## EXERCISE REQUIREMENTS
Where a line below includes the word "JSON", copy that line.

◆ ◆ ◆ ◆ ◆ ◆ ◆

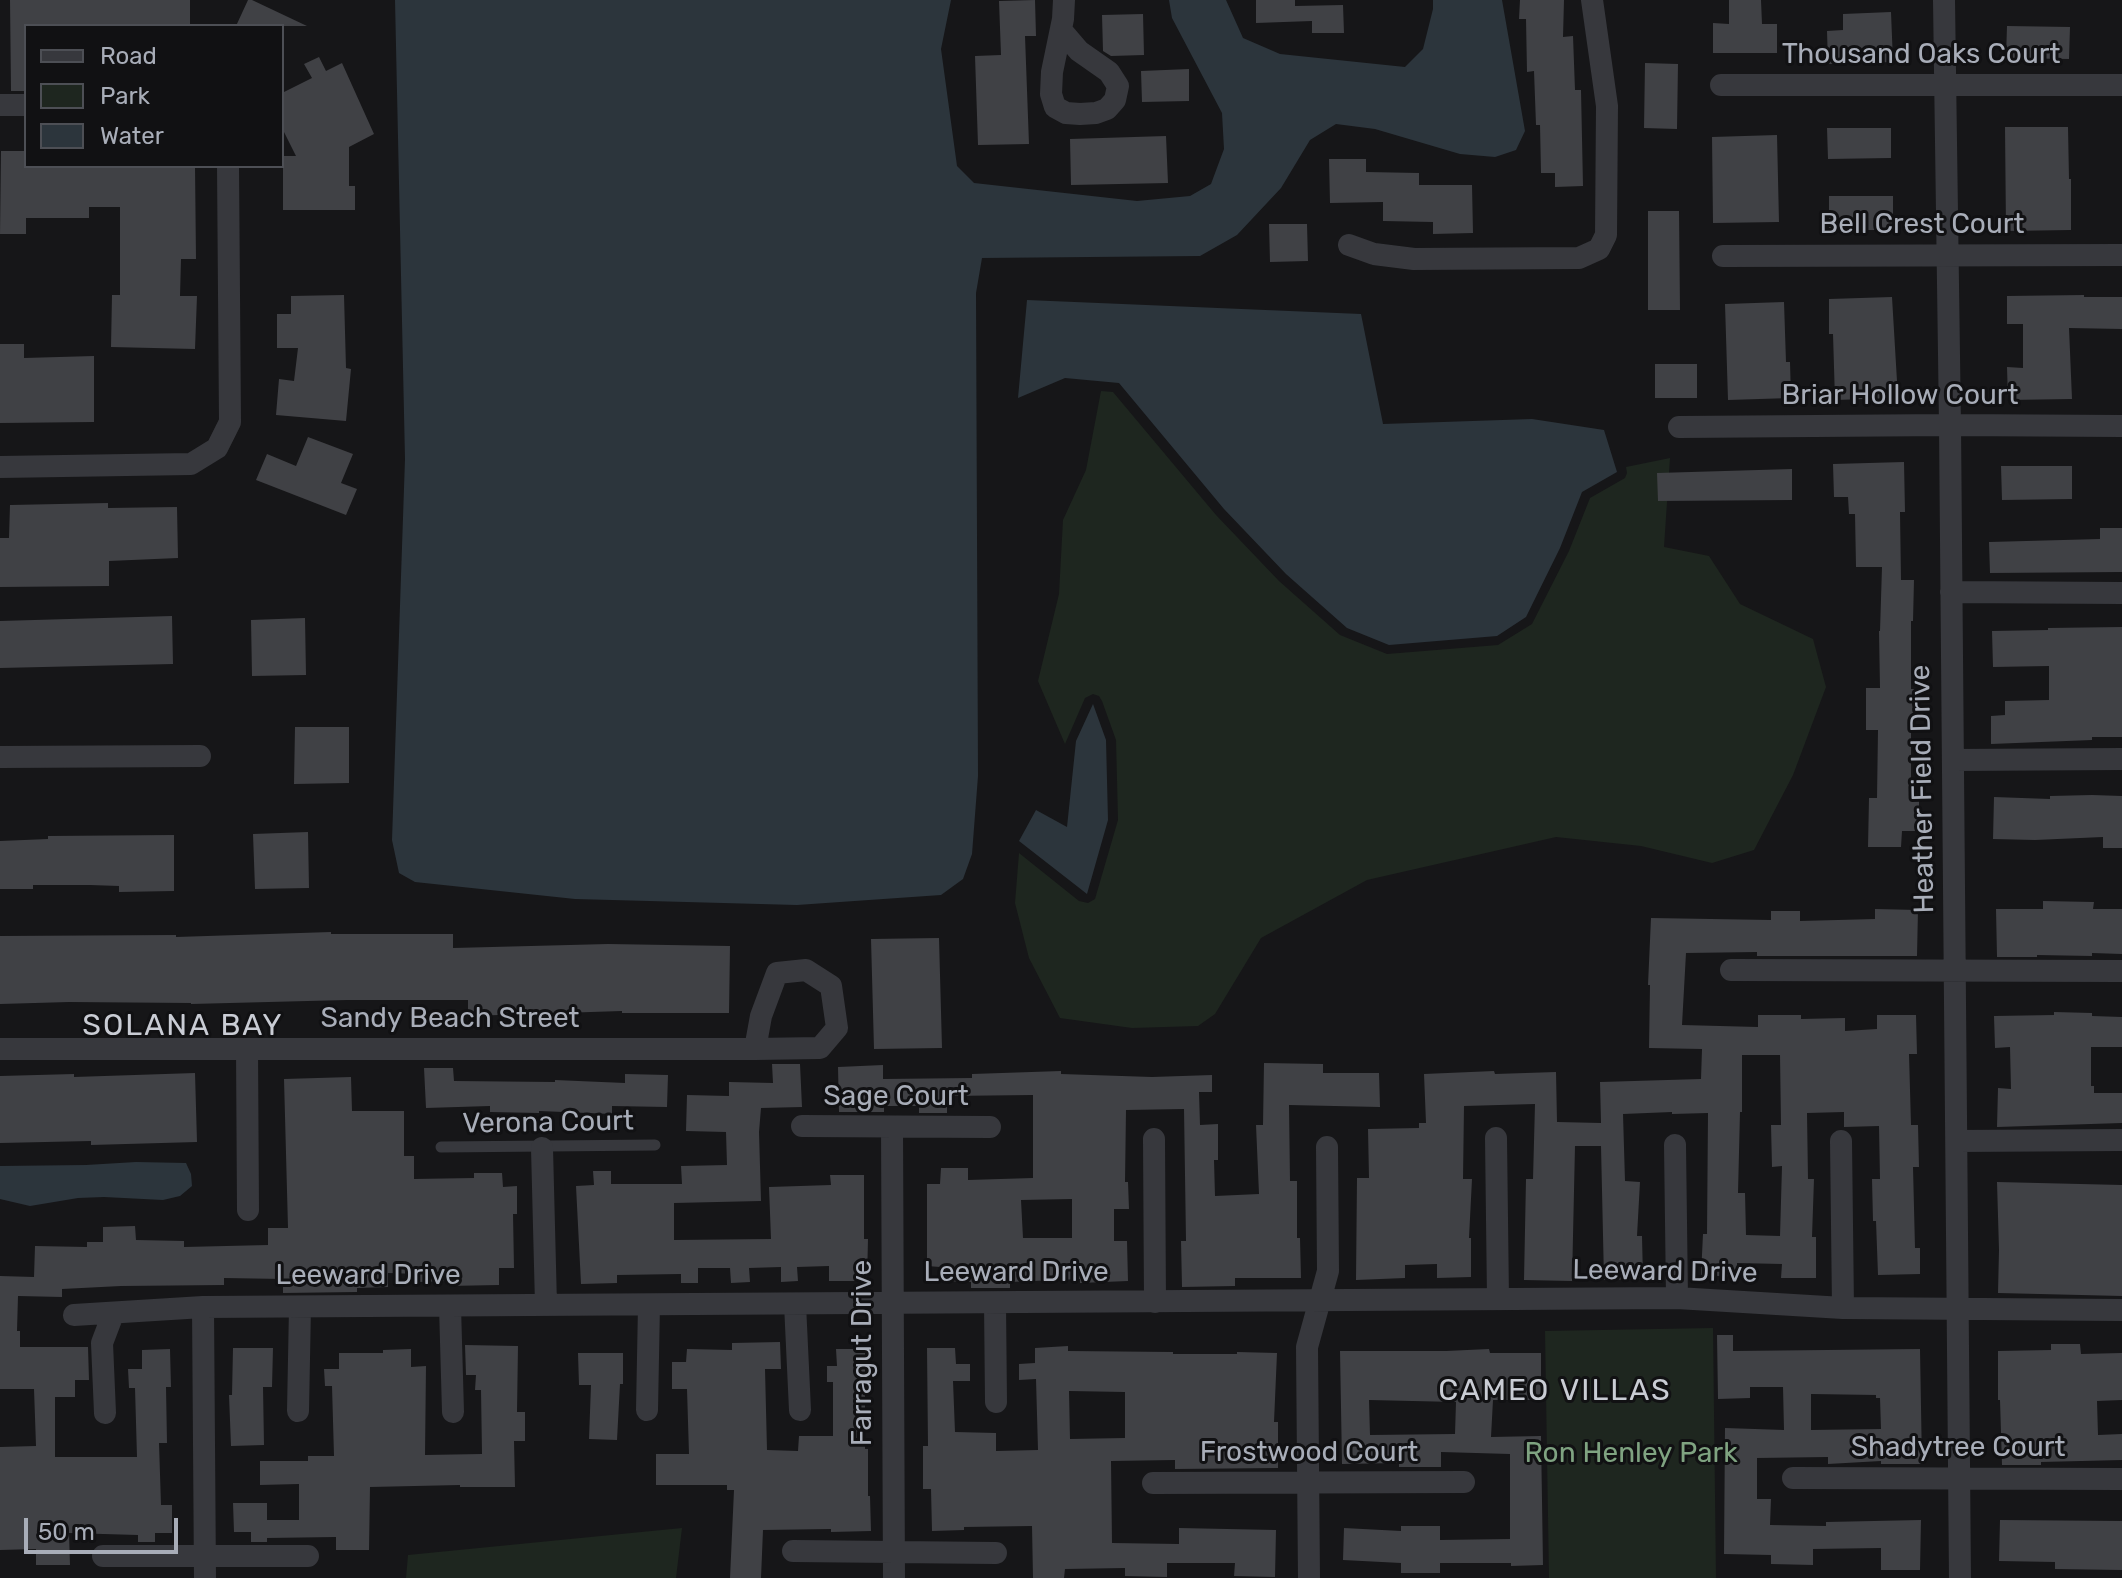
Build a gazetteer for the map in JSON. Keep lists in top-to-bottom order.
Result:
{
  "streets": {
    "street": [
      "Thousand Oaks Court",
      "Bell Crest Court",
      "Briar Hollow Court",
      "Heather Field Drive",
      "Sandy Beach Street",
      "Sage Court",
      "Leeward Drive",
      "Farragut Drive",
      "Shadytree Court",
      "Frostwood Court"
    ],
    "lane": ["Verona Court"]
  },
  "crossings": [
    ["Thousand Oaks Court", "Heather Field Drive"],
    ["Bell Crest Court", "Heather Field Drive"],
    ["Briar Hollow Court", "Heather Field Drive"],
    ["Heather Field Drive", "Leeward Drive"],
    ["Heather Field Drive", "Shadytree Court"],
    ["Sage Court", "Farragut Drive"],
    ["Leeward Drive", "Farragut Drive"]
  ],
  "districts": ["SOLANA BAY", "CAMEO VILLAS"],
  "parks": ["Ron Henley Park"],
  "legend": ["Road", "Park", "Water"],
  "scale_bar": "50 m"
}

◆ ◆ ◆ ◆ ◆ ◆ ◆

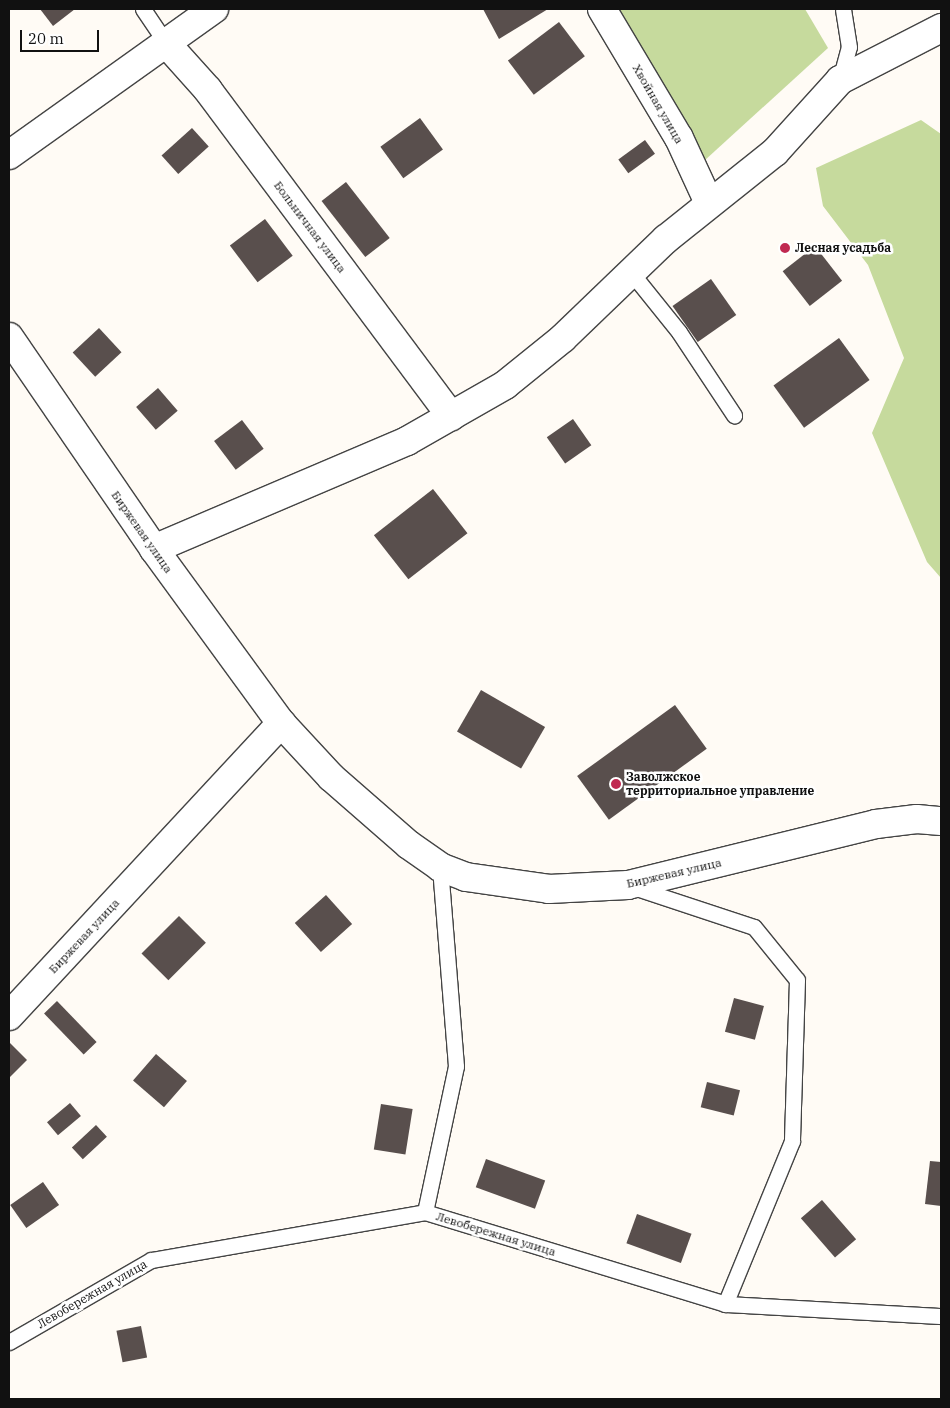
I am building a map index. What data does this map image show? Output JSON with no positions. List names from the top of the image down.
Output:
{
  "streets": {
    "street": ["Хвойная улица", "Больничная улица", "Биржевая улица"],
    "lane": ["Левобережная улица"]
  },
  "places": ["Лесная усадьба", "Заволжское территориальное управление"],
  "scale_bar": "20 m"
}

◆ ◆ ◆ ◆ ◆ ◆ ◆

## SOLUTION FOR THIS EXERCISE
Build a gazetteer for the map in JSON. Keep lists in top-to-bottom order.
I am building a map index. What data does this map image show? Output JSON with no positions. List names from the top of the image down.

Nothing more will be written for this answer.